**TASK STATEMENT:** Go through the entries and copy every line that has the string "EXPRESSWAY" in it.

**SOURCE INFORMATION:**
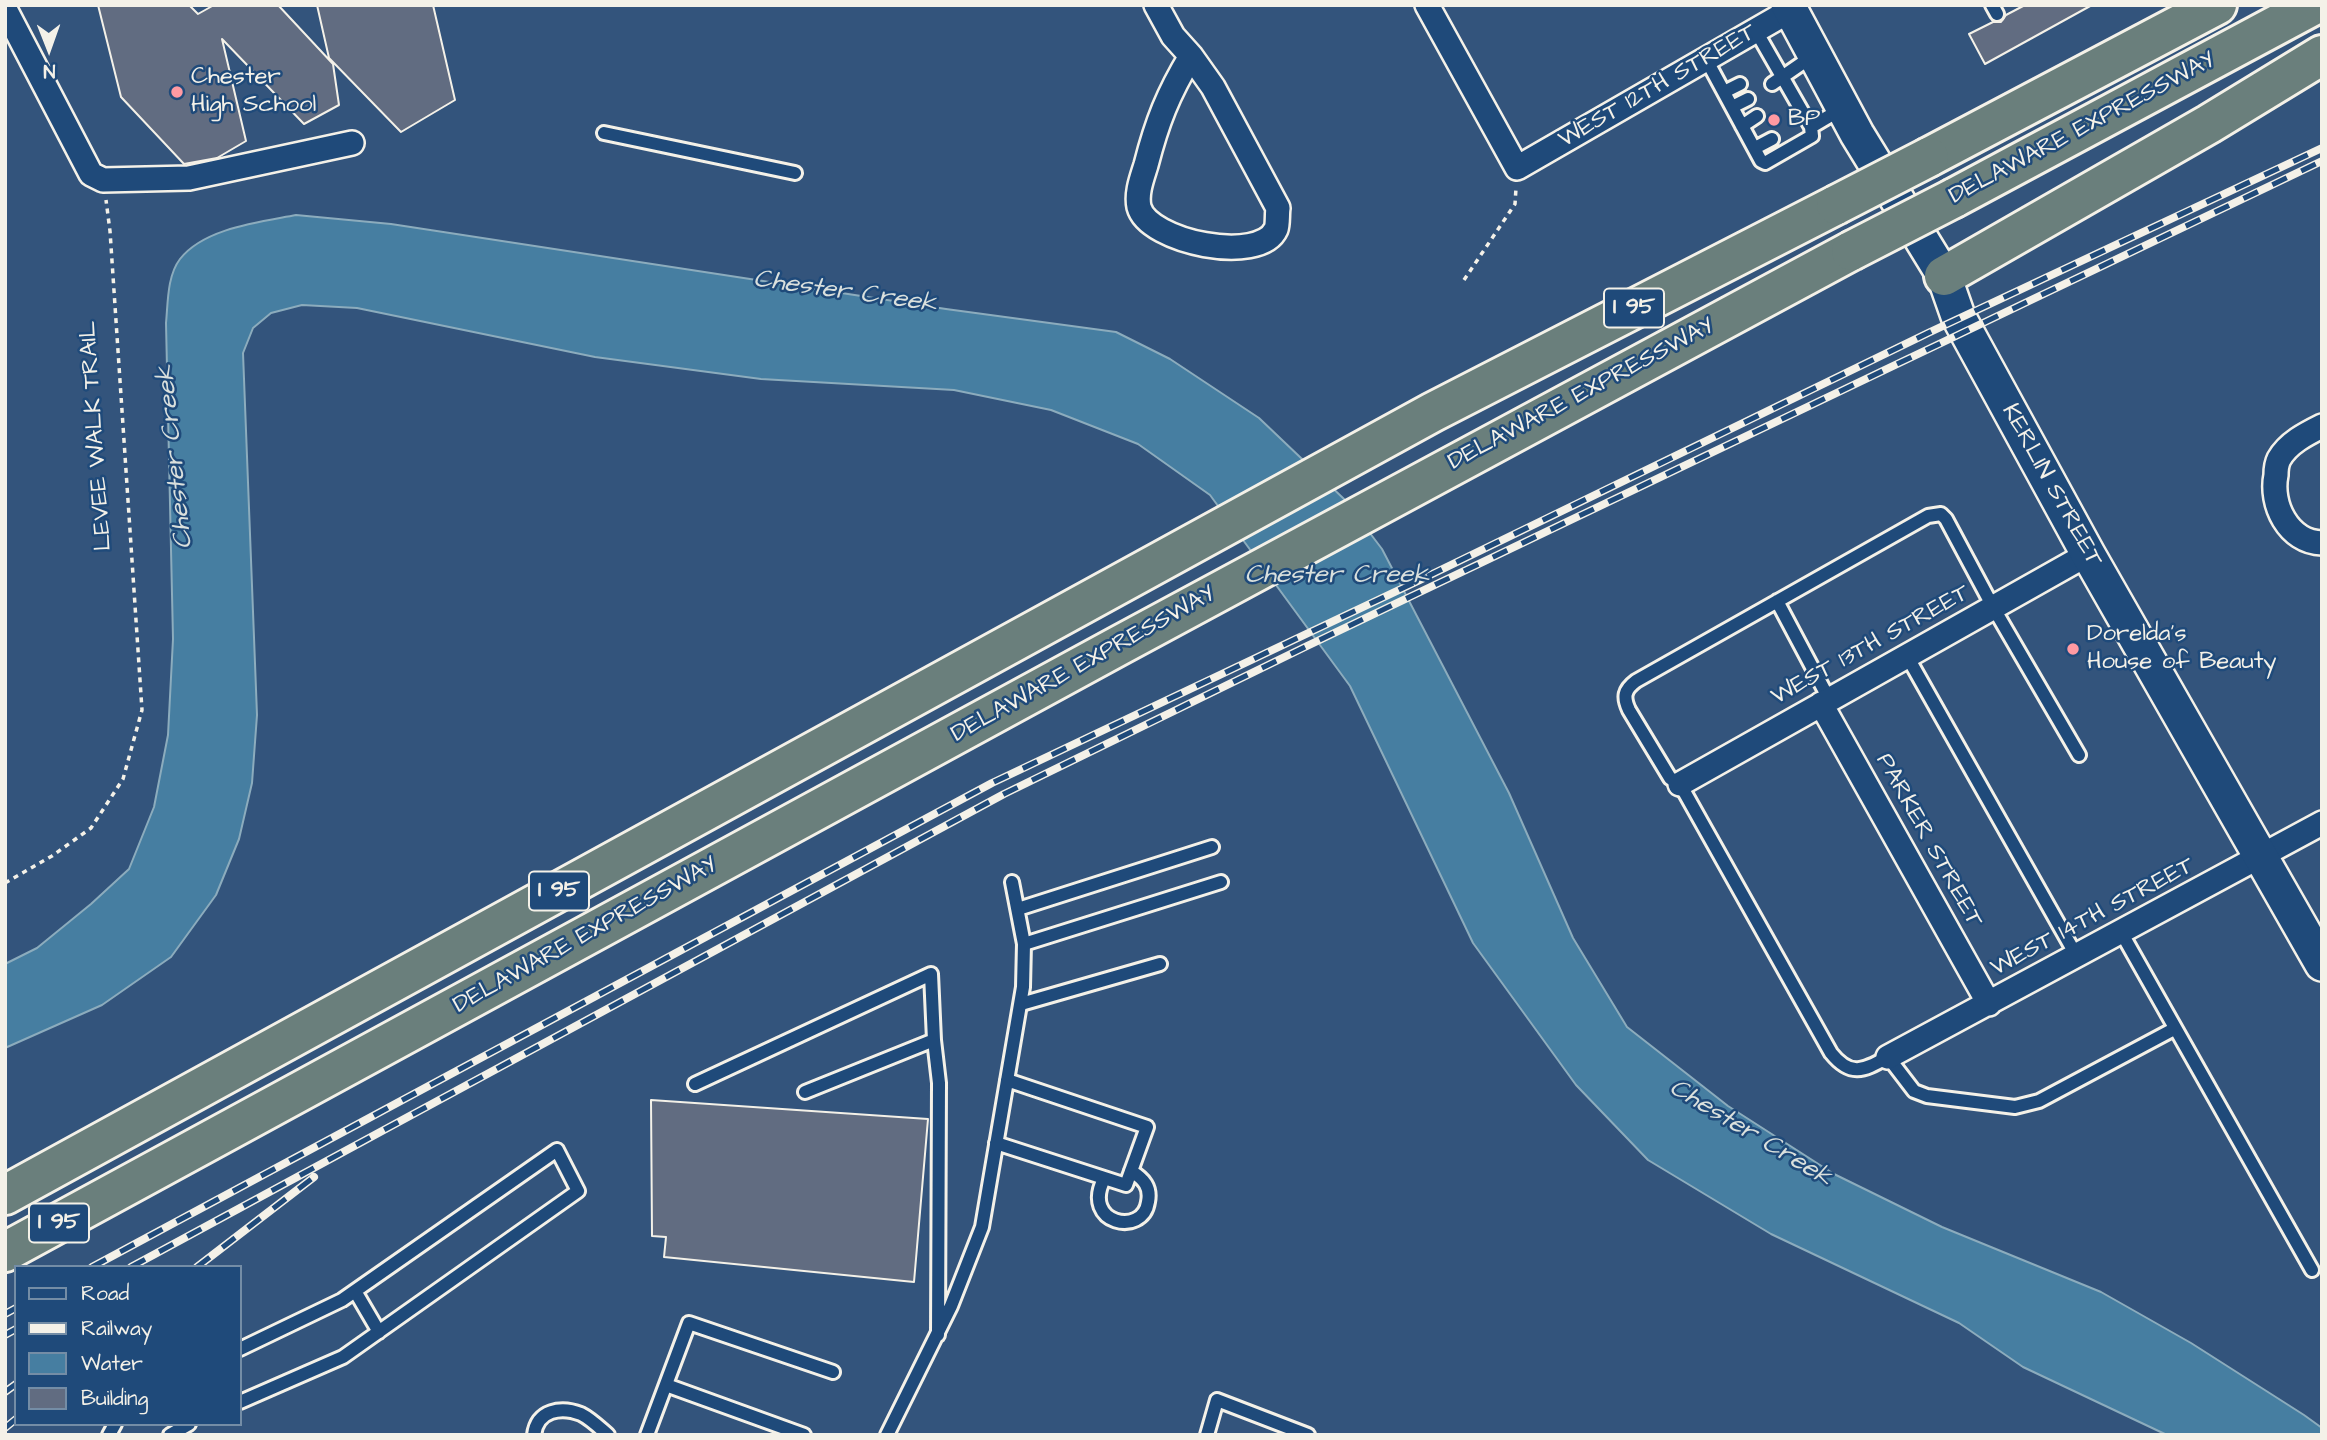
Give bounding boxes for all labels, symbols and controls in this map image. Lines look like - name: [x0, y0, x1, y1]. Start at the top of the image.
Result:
- north arrow: [14, 14, 84, 84]
- street label: WEST 12TH STREET: [1554, 19, 1762, 155]
- street label: DELAWARE EXPRESSWAY: [1945, 46, 2221, 212]
- text: N: [43, 57, 56, 84]
- place label: Chester High School: [191, 64, 316, 120]
- marker: Chester High School: [169, 84, 185, 100]
- place label: BP: [1788, 106, 1820, 134]
- marker: BP: [1766, 112, 1782, 128]
- water label: Chester Creek: [751, 265, 939, 321]
- road number: I 95: [1604, 288, 1664, 328]
- street label: DELAWARE EXPRESSWAY: [1444, 312, 1720, 478]
- street label: LEVEE WALK TRAIL: [75, 320, 119, 552]
- water label: Chester Creek: [151, 364, 201, 550]
- street label: KERLIN STREET: [1994, 400, 2108, 572]
- water label: Chester Creek: [1245, 561, 1429, 593]
- street label: DELAWARE EXPRESSWAY: [947, 580, 1221, 750]
- street label: WEST 13TH STREET: [1767, 580, 1975, 712]
- place label: Dorelda's House of Beauty: [2087, 621, 2277, 677]
- marker: Dorelda's House of Beauty: [2065, 641, 2081, 657]
- street label: PARKER STREET: [1868, 749, 1988, 933]
- street label: DELAWARE EXPRESSWAY: [449, 851, 723, 1021]
- street label: WEST 14TH STREET: [1986, 852, 2200, 984]
- road number: I 95: [529, 872, 589, 911]
- water label: Chester Creek: [1663, 1073, 1837, 1195]
- road number: I 95: [29, 1204, 89, 1242]
- legend: [14, 1265, 242, 1426]
- text: Road: [81, 1279, 129, 1308]
- text: Railway: [81, 1314, 152, 1343]
- text: Water: [81, 1349, 143, 1378]
- text: Building: [81, 1384, 148, 1413]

**OUTPUT BELOW:**
- street label: DELAWARE EXPRESSWAY: [1945, 46, 2221, 212]
- street label: DELAWARE EXPRESSWAY: [1444, 312, 1720, 478]
- street label: DELAWARE EXPRESSWAY: [947, 580, 1221, 750]
- street label: DELAWARE EXPRESSWAY: [449, 851, 723, 1021]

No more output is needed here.